Undoubtedly other software is preferable if you want to do
Student-Newman-Keuls or Fisher's "protected" LSD (ANOVA F-test followed by
unadjusted T-tests). Perhaps the reason is that neither Student-Newman-Keuls
nor Fisher's "protected" LSD is a valid multiple comparison procedure.
Student-Newman-Keuls does not even control the probability of making at
least one false assertion of inequality (which is the almost the minimum one
could ask of a multiple comparison procedure). For details, including
examples of where these methods fail, see:

Hsu, J.C. (1996). Multiple Comparisons: Theory and Methods. Chapman & Hall.
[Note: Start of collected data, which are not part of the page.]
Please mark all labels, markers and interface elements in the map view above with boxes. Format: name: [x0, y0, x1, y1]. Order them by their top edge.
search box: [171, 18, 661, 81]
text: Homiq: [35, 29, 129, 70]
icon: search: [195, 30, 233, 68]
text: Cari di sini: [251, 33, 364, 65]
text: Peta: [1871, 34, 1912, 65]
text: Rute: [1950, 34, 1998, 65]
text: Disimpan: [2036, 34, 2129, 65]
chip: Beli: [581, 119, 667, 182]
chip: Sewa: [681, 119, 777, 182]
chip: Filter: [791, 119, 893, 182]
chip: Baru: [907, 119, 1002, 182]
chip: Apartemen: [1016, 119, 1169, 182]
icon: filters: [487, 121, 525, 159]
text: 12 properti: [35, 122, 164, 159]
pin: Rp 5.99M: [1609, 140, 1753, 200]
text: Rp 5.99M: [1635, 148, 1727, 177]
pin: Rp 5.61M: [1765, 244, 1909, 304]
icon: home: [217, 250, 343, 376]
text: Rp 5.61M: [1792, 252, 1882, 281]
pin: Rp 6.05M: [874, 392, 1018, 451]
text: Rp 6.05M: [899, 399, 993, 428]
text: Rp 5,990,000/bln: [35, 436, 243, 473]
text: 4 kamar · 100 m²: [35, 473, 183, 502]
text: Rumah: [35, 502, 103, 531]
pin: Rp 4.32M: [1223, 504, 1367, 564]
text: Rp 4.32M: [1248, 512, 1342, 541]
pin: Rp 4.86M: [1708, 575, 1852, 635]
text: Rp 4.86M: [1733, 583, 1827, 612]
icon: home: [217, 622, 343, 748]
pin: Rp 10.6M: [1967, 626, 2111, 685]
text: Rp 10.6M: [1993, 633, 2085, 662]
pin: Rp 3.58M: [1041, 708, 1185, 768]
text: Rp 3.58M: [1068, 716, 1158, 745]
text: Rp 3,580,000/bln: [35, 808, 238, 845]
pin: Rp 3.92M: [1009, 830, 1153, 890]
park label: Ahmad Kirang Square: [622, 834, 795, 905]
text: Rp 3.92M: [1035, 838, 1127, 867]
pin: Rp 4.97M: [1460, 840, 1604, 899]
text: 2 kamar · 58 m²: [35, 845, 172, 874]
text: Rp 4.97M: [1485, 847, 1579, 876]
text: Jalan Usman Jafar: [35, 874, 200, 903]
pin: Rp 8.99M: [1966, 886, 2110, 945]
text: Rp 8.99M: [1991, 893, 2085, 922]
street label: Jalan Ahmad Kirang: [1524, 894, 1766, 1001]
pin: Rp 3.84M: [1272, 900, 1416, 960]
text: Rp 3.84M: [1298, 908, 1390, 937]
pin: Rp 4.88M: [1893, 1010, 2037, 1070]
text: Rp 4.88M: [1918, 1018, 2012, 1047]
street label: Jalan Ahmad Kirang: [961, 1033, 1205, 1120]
If you want to use R to perform valid multiple comparisons, such as
Dunnett's MCC or Tukey's HSD, see the function TukeyHSD and also the
multcomp package. 

Jim Rogers

> Message: 78
> Date: Fri, 24 Sep 2004 10:54:55 +0200
> From: "BLANCHER Guillaume" <G.BLANCHER at isa-lille.fr>
> Subject: [R] anova and post hoc multicomparison tests
> To: <r-help at stat.math.ethz.ch>
> Message-ID: <F2B8DADA7A384D48925C74D52D68AE702484DC at srv-exch.isa.net>
> Content-Type: text/plain;	charset="us-ascii"
> 
> Hello everyone, 
> 
> Like a lot of people, I have been looking for functions in R doing ANOVA
> (ok) and performing multicomparisons (like Student-Newman-Keuls, etc.).
> As I have been a little bit disappointed, I have bee looking through the
> net for such "open source" softwares. I found one in:
> http://www.statpages.org/miller/openstat/OS4.html
> I have begun to use it, and it seems good and simple to understand (as
> for a non-specialist like me).
> Sorry for R, but I prefer OpenStat4 to R for ANOVAs and post hoc tests.